Morrow gave due praise to Blackrock and the magnanimous manner in which they accepted their defeat — “they were truly magnificent in the way they took defeat; there was so sour grapes, no begrudgery. I’m sure privately they were very upset” — but the scale of Kilkenny’s result over the perennial front-runners is intriguing, when their respective playing numbers are put up for comparison. Perhaps what they lack in number, they make up in heart. “Where we lack at times is just numbers — where Blackrock might have eight or nine hundred boys we’ve got 210-odd playing rugby, so it’s a lot of hard work and dedication from the coaches and from the players themselves,” says Carter.
Carter has ten of last year’s squad involved this season, and has no problem dealing with the underdog tag against St Michael’s next Tuesday. Written off so many times in the past, his players have a habit of producing their best form when their backs are against the wall.
“We’ll be underdogs for the St Michael’s game which is on next Tuesday. We definitely live by the underdog label and as far as I’m concerned it’s the perfect label — we can work on that and it’s motivation in itself to know you’re battling against a very tough school with a good reputation. They’ve won it 65 times in 120 years.”
Maybe that feeling of being written off stems from the fact they mirror Munster in some ways. Geographically they’re closer to Thomond than Donnybrook and spiritually that appears to be the case too. For example, Carter and Morrow received congratulatory texts from PBC head coach Don Buckley, and he says St Munchin’s now want a challenge game. Mick Galwey who lives in the city took Carter’s side for a training session three weeks ago.
“Mick has shown an interest in the team. We managed to get him for a session and the boys responded very, very well to him. He only had to walk onto the field and you noticed the kids lifting their game.”

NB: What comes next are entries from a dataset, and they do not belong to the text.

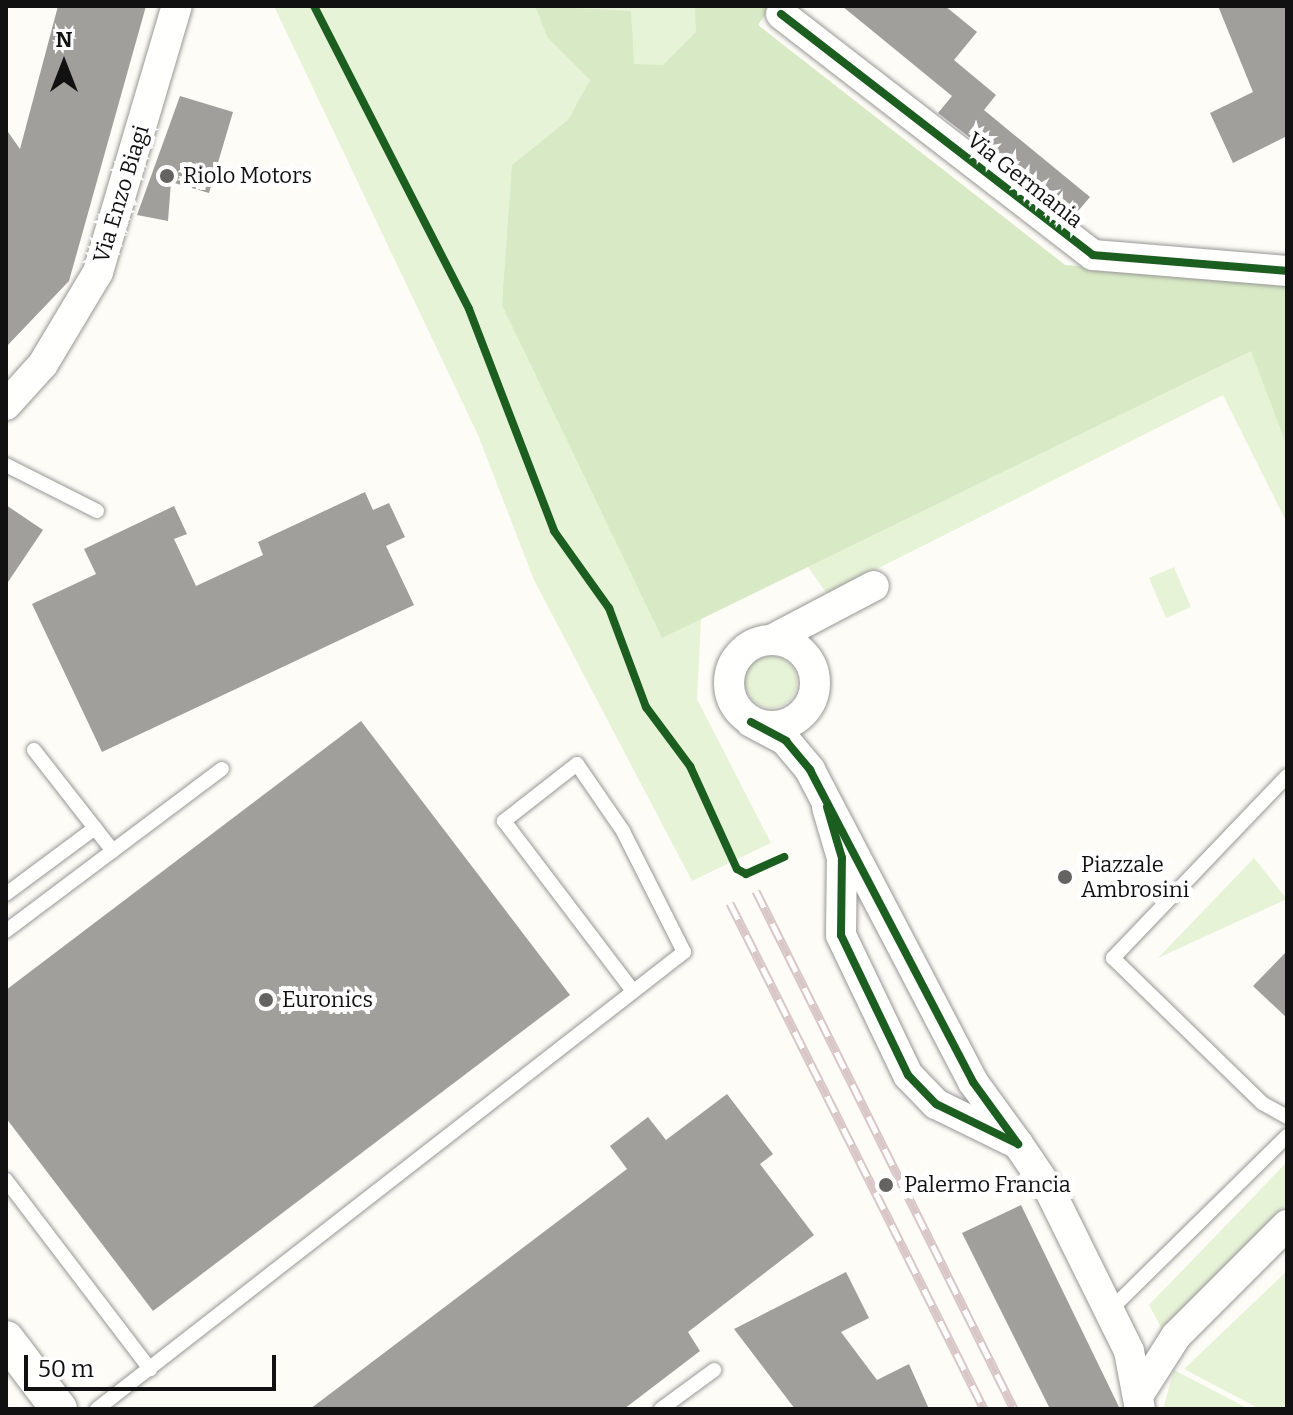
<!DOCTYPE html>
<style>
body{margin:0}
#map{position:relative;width:1293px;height:1415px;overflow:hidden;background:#fdfcf7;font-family:Bitter,serif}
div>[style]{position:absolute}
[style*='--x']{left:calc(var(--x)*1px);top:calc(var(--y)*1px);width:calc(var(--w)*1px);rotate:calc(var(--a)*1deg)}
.green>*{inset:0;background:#e7f3d7}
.round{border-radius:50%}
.forest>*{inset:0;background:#d8eac5}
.building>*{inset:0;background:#a19f9c}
.roads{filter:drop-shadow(0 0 2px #979795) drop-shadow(0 0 2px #979795)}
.service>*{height:14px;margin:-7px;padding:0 7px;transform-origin:7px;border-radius:7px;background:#fffffe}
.minor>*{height:30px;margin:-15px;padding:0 15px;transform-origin:15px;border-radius:15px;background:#fffffe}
.minor>.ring{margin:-15px;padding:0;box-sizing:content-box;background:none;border:30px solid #fffffe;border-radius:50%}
.tertiary>*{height:36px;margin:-18px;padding:0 18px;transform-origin:18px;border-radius:18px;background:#fffffe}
.rail>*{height:9px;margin-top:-4.5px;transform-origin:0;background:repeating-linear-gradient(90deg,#fff 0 18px,#d9c6c7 0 36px);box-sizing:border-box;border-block:2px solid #d9c6c7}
.cycleway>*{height:8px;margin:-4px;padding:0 4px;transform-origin:4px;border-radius:4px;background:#1b5e20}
.dots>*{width:22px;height:22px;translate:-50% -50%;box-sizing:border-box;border:4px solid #fff;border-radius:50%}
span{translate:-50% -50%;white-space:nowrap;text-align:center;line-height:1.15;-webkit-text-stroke:8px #fff;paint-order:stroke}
.poi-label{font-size:22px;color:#111}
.left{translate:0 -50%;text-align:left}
.street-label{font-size:22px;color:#111}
.frame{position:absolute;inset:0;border:8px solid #111;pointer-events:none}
.north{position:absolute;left:24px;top:24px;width:80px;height:80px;-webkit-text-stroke:6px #fff;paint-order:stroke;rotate:0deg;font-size:22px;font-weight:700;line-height:32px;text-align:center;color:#111}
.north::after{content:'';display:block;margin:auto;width:28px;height:36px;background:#111;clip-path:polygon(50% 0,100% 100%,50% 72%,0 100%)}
.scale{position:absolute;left:24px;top:1355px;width:252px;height:36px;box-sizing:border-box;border:4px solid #111;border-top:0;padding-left:10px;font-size:24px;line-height:28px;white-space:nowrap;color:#111;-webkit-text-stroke:6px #fff;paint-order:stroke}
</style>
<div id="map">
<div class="green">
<div style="clip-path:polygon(274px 6px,771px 6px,758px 25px,1065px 265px,1287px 286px,1287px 523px,1223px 395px,827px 594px,808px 567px,701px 619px,697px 699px,771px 843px,692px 881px,534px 580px,478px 435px)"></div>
<div style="clip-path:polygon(1174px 567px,1191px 607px,1166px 618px,1149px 578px)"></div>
<div class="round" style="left:745px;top:656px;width:52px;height:52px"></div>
<div style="clip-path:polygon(1254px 858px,1287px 899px,1158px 958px)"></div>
<div style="clip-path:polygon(1287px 1162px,1287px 1204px,1163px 1331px,1149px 1305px)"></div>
<div style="clip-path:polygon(1287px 1271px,1287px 1409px,1260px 1409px,1184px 1369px)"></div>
<div style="clip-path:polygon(1174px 1370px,1249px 1409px,1163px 1409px)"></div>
</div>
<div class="forest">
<div style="clip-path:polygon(535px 6px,631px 11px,634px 64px,663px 65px,696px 32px,695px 6px,771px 6px,758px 25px,1065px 265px,1287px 286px,1287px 446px,1251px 351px,662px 638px,502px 305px,512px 165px,568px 120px,590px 80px,548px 38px)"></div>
</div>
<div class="building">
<div style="clip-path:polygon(58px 6px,146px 6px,69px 281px,6px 347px,6px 129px,20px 149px)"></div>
<div style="clip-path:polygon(842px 6px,945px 6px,977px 32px,954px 60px,996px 95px,984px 110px,1090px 197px,1073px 217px,938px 113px,952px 96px)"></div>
<div style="clip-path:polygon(1218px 6px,1287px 6px,1287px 136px,1233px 163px,1210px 113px,1253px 92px)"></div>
<div style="clip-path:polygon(180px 96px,233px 112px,209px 193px,171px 182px,168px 221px,137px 215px)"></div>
<div style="clip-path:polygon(365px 492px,373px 510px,389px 503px,405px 537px,386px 546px,414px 605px,102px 752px,32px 604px,96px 574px,84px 549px,174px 506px,187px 534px,174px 539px,196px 586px,263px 555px,258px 542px)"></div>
<div style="clip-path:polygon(6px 505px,43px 530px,6px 585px)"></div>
<div style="clip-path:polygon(361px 721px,570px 995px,153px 1311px,6px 1118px,6px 990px)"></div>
<div style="clip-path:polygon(1287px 951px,1287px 1018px,1253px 986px)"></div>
<div style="clip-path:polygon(727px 1094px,773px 1154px,760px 1164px,814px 1235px,688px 1332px,700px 1351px,624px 1409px,310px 1409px,627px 1169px,610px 1146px,648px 1117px,666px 1140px)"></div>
<div style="clip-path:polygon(1021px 1205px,1120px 1409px,1050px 1409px,962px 1233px)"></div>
<div style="clip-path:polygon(846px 1272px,869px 1318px,841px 1332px,877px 1380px,909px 1364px,929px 1409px,795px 1409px,734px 1329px)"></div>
</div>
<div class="roads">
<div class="service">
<div style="--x:6;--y:465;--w:102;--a:26.8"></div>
<div style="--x:34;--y:750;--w:128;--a:52"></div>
<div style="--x:1287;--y:776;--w:252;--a:133.7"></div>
<div style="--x:1113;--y:958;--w:208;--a:44.2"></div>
<div style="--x:1262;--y:1103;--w:29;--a:29"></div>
<div style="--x:6;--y:894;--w:111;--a:-36.6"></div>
<div style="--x:6;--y:931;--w:270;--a:-36.9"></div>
<div style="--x:6;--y:1180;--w:238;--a:52.7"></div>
<div style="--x:1109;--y:1311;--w:250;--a:-44.5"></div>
<div style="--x:97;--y:1409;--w:744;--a:-37.9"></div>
<div style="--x:684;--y:952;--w:136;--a:-116.8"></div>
<div style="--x:623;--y:831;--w:81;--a:-124.5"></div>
<div style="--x:577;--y:764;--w:93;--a:142"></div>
<div style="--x:504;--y:821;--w:213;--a:52.8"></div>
<div style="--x:661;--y:1409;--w:66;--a:-36.3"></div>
</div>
<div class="minor">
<div style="--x:781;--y:14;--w:394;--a:37.7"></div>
<div style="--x:1093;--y:255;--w:195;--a:4.7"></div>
<div style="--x:6;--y:405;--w:55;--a:-47.9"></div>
<div style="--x:43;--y:364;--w:107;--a:-59.1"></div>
<div style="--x:98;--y:272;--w:277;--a:-73.5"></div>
<div class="ring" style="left:729px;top:640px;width:56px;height:56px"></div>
<div style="--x:771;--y:640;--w:116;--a:-27.7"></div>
<div style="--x:751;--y:722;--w:40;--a:28"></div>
<div style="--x:786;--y:741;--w:38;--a:50"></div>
<div style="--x:810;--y:770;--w:352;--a:62.4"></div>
<div style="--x:973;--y:1082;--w:77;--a:54"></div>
<div style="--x:1018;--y:1144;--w:91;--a:-154"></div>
<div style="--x:936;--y:1104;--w:40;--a:-134"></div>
<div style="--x:908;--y:1075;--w:155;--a:-115.6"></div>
<div style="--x:841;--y:935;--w:77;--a:-89.3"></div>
<div style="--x:842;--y:858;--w:53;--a:-106.4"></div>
<div style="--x:1018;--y:1144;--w:57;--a:55.8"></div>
<div style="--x:1050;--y:1191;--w:178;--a:63.7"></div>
<div style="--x:1129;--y:1351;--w:59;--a:79.3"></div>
<div style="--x:1141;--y:1391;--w:65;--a:-57.5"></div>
<div style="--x:1176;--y:1336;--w:157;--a:-45"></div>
</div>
<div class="tertiary">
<div style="--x:6;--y:1339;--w:88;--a:52.9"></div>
</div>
</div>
<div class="rail">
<div style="--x:756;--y:891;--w:579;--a:63.52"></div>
<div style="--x:730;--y:903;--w:566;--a:63.34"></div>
</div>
<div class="cycleway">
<div style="--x:314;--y:6;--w:340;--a:62.9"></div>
<div style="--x:469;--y:309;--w:238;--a:69"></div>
<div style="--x:554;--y:531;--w:95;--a:54.5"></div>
<div style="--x:609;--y:608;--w:106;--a:69.5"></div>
<div style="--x:646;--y:707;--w:74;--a:53.3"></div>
<div style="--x:690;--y:766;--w:113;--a:65.5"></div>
<div style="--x:737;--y:869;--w:10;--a:29"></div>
<div style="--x:746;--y:874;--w:42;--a:-24.1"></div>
<div style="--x:781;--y:14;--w:394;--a:37.7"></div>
<div style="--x:1093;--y:255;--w:195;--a:4.7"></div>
<div style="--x:751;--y:722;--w:40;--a:28"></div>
<div style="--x:786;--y:741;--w:38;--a:50"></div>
<div style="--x:810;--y:770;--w:352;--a:62.4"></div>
<div style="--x:973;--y:1082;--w:77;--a:54"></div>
<div style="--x:1018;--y:1144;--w:91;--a:-154"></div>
<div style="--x:936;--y:1104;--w:40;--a:-134"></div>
<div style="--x:908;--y:1075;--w:155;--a:-115.6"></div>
<div style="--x:841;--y:935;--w:77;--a:-89.3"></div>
<div style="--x:842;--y:858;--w:53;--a:-106.4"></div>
</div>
<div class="dots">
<div style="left:167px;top:176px;background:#646362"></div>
<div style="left:1065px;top:877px;background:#646362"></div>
<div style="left:266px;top:1000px;background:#646362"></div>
<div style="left:886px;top:1185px;background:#646362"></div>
</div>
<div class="poi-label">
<span class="left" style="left:183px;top:176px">Riolo Motors</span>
<span class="left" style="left:1081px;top:877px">Piazzale<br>Ambrosini</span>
<span class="left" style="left:282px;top:1000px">Euronics</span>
<span class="left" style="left:904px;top:1185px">Palermo Francia</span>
</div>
<div class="street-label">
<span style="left:1025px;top:180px;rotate:38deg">Via Germania</span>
<span style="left:121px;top:194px;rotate:-73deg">Via Enzo Biagi</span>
</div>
<div class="frame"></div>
<div class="north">N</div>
<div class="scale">50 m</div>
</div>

And he adds that in his school it’s not unusual to see Munster jerseys a more popular choice amongst students than Leinster blue.
Carter will never forget the events of Monday in Dublin 4. He remembers how he was feeling as Ian Madigan stood up to take the last kick of the game. “When they were awarded the penalty the last kick of the game I actually looked at my assistant coach Simon Manuel and I said ‘oh we’re gone’, But even at that stage I would have been terribly disappointed but I couldn’t have asked anymore from the lads — I asked them to put themselves on the line and they did just that. They’re a credit to themselves and the way they work and the way they train.”